Both make your agent smarter - but in completely different ways.
Table of Contents
You want your agent to help customers check their order status. You add your order management system as a source. The agent learns about orders in general - but when a customer asks about their specific order, it still cannot tell them. It can describe what an order status is. It cannot look one up.
That is the difference between a source and an action. A source gives your agent knowledge. An action gives your agent the ability to do something with it - look something up live, send a message, update a record. For order status, you need an action that calls your order management API, not a source that describes how orders work. Understanding which one to reach for will save you a lot of time spent wondering why something is not working.
In this article, you'll learn:
- What makes Sources and Actions different
- How to decide which one you need
- Real examples of when to use each
The Core Difference
Think of it this way:
- Knowledge Sources give your agent something to know.
- Actions give your agent something to do.
A Source is static content - articles, documents, past conversations - that your agent reads and uses to form answers. An Action is a live task your agent can execute during a conversation.
| Knowledge Source | Action | |
|---|---|---|
| What it does | Gives the agent content to answer from | Lets the agent perform a task |
| When it runs | Every time a question is asked | Only when the trigger condition is met |
| Data | Pre-existing, stored content | Live, real-time data or tasks |
| Examples | Help articles, PDFs, Slack messages | Send an email, check a calendar, call an API |
| Setup | Connect a platform or upload content | Configure a task and write a trigger |
When to Use a Knowledge Source
Use a Knowledge Source when the answer already exists somewhere as written content - and your agent just needs to find it and share it.
Use a Source when:
- The answer is in your knowledge base, a document, or a webpage
- The information is relatively stable and doesn't change in real time
- You want your agent to explain, summarize, or guide based on existing content
Examples:
- "How do I reset my password?" → answered from a knowledge base article
- "What's your refund policy?" → answered from a policy document
- "How does the billing cycle work?" → answered from an FAQ snippet
When to Use an Action
Use an Action when answering the question requires doing something - fetching live data, triggering a process, or interacting with an external system.
Use an Action when:
- The answer depends on real-time data (e.g., order status, account balance, availability)
- Something needs to happen as a result of the conversation (e.g., send an email, book a meeting)
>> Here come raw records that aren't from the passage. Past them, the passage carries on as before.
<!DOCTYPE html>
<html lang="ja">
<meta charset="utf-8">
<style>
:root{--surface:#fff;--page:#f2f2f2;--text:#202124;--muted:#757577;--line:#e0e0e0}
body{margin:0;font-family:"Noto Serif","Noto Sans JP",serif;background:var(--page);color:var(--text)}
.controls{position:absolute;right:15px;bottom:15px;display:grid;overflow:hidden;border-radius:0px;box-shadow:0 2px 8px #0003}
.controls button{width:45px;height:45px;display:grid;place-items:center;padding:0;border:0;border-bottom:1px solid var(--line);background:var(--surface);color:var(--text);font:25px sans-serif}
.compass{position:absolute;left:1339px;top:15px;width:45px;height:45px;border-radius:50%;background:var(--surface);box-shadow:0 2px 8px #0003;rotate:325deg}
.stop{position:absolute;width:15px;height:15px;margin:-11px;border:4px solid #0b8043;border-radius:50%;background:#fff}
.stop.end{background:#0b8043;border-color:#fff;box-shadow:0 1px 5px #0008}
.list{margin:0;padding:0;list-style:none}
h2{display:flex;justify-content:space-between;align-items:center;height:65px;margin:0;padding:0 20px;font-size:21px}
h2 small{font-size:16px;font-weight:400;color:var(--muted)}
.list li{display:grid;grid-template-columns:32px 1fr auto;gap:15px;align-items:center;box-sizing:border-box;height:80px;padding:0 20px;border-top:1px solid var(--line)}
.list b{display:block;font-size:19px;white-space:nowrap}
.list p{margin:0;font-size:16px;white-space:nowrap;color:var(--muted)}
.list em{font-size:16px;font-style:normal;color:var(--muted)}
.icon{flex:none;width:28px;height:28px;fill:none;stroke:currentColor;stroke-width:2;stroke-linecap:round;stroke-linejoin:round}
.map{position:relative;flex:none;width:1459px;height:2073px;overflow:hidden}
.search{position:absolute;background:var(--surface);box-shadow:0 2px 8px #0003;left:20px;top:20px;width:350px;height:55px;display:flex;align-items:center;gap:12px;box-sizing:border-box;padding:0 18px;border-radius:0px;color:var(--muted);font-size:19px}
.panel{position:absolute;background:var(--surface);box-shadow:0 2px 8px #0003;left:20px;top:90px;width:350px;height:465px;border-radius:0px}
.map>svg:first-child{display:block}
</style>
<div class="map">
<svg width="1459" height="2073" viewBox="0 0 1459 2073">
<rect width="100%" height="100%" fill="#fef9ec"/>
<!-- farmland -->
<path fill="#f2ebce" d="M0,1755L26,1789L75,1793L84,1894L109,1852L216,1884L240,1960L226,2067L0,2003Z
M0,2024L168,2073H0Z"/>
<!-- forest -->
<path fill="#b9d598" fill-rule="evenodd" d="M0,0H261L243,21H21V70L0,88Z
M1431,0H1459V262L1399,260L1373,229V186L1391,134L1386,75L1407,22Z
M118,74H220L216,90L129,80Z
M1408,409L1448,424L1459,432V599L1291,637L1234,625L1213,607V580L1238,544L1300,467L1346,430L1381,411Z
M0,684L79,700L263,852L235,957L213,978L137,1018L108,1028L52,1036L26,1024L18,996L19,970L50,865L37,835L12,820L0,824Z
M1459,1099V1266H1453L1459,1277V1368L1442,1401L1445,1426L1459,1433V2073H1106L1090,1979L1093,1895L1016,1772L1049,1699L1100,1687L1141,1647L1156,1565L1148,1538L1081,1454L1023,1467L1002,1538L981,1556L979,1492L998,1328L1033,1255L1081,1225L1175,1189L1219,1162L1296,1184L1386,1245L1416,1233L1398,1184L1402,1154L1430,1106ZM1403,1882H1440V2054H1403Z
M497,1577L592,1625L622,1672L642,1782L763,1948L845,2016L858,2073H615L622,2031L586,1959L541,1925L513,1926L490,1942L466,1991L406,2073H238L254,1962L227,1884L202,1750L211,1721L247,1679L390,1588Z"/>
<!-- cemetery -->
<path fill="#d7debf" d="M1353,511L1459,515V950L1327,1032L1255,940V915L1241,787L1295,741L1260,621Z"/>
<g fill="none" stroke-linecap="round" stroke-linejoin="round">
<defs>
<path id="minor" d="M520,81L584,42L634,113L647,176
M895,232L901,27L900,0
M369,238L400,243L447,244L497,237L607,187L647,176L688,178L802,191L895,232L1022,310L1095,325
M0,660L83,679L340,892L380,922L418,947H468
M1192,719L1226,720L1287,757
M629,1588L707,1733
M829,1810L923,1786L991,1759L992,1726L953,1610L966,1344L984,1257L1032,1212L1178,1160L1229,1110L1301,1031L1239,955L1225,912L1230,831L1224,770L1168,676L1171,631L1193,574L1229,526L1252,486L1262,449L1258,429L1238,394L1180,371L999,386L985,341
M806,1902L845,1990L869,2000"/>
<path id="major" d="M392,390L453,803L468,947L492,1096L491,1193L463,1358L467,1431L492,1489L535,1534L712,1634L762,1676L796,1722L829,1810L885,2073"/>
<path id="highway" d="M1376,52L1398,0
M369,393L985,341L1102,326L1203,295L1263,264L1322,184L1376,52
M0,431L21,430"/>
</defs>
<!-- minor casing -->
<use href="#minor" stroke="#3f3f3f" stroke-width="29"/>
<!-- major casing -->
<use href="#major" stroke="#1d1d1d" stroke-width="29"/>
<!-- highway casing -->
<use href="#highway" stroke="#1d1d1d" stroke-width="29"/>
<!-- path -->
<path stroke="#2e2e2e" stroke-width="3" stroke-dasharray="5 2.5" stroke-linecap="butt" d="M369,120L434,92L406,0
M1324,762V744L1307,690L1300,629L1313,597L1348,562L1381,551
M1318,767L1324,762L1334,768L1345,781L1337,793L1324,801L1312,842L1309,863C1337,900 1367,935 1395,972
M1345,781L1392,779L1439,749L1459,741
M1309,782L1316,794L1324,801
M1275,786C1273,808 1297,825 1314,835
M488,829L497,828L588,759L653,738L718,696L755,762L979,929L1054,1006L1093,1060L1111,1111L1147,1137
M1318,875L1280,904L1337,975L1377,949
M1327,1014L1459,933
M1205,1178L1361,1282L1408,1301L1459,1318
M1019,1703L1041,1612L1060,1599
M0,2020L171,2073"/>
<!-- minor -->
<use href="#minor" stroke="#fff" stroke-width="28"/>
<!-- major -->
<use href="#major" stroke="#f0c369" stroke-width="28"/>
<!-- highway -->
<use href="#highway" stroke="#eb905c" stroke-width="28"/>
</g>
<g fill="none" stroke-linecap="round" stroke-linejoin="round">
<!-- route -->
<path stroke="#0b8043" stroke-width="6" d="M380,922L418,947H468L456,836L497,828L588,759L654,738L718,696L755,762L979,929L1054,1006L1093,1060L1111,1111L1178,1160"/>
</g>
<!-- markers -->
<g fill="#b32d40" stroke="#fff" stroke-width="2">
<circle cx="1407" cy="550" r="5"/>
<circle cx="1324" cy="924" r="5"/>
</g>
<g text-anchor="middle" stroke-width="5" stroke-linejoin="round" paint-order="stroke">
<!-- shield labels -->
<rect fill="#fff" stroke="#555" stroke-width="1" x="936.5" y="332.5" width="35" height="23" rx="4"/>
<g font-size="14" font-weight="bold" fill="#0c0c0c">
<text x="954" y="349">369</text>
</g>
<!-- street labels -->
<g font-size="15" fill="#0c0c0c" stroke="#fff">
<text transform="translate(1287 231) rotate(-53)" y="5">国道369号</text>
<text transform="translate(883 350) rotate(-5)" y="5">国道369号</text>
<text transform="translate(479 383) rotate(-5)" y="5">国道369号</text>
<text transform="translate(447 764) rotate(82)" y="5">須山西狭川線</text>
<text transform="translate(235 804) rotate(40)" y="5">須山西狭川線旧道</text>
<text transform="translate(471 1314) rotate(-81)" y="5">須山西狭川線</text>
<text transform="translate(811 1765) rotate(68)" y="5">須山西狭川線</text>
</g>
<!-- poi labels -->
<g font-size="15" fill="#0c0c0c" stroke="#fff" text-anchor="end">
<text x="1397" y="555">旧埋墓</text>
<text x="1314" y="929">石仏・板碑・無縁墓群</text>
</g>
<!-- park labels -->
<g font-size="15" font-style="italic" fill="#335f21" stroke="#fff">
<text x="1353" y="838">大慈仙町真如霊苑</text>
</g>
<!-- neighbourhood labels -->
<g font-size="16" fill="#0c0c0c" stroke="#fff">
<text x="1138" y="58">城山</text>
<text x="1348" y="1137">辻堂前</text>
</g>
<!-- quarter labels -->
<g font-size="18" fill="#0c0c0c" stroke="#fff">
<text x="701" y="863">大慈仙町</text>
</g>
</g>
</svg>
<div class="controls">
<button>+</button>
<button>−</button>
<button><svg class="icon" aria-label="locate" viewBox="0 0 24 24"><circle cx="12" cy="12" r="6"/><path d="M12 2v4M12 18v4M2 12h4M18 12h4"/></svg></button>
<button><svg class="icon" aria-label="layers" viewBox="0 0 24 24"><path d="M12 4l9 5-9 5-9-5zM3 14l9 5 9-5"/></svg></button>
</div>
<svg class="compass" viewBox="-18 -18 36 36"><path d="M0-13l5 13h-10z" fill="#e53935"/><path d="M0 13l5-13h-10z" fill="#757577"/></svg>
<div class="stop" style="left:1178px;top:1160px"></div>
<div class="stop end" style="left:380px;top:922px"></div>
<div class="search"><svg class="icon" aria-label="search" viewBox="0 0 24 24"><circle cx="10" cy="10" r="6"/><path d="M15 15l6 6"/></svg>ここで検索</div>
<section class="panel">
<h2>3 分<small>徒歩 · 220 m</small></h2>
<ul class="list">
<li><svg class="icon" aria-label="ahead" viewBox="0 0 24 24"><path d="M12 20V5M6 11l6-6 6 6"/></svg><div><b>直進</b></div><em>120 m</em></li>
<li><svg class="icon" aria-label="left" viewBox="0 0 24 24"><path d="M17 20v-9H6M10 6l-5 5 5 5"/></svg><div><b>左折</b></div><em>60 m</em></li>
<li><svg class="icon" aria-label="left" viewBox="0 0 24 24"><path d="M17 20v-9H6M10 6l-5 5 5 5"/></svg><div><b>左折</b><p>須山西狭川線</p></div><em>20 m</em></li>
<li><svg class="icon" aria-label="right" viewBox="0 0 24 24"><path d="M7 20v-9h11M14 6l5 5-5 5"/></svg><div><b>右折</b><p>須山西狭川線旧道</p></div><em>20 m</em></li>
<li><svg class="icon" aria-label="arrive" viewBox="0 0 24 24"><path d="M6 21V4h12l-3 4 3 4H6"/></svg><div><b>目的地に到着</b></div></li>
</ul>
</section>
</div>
- The agent needs to interact with an external tool or API
Examples:
- "What's the status of my order?" → needs to look up live data via an API
- "Can I book a demo for Thursday?" → needs to check availability and create a calendar event
- "Send me a summary of this conversation" → needs to trigger an email
The Grey Area: When You Might Need Both
Sometimes the same question requires both a Source and an Action working together.
Example: A user asks about upgrading their plan.
- The agent uses its Knowledge Source (your pricing documentation) to explain the available plans and what each one includes.
- If the user decides to upgrade, the agent uses an Action (a CRM or billing API) to initiate the upgrade process.
The Source handles the information part. The Action handles the doing part. Together they create a conversation that goes from question to resolution without the user having to go anywhere else.
A Quick Decision Guide
Ask yourself: "Does my agent need to look something up or do something right now - or does it just need to know the answer?"
- Just needs to know the answer → Knowledge Source
- Needs live data or to trigger something → Action
- Needs to explain something AND do something → Both
Best Practices
- Start with Sources. Get your agent answering questions well before adding Actions - a well-sourced agent without Actions is more useful than a poorly sourced one with lots of Actions.
- Don't use an Action where a Source will do. Actions add complexity. If the answer is already in your knowledge base, you don't need an Action to retrieve it.
- Think of Actions as automation opportunities. Any time your support team manually does something after a conversation ends - sending a follow-up, logging a ticket, checking an account - that's a candidate for an Action.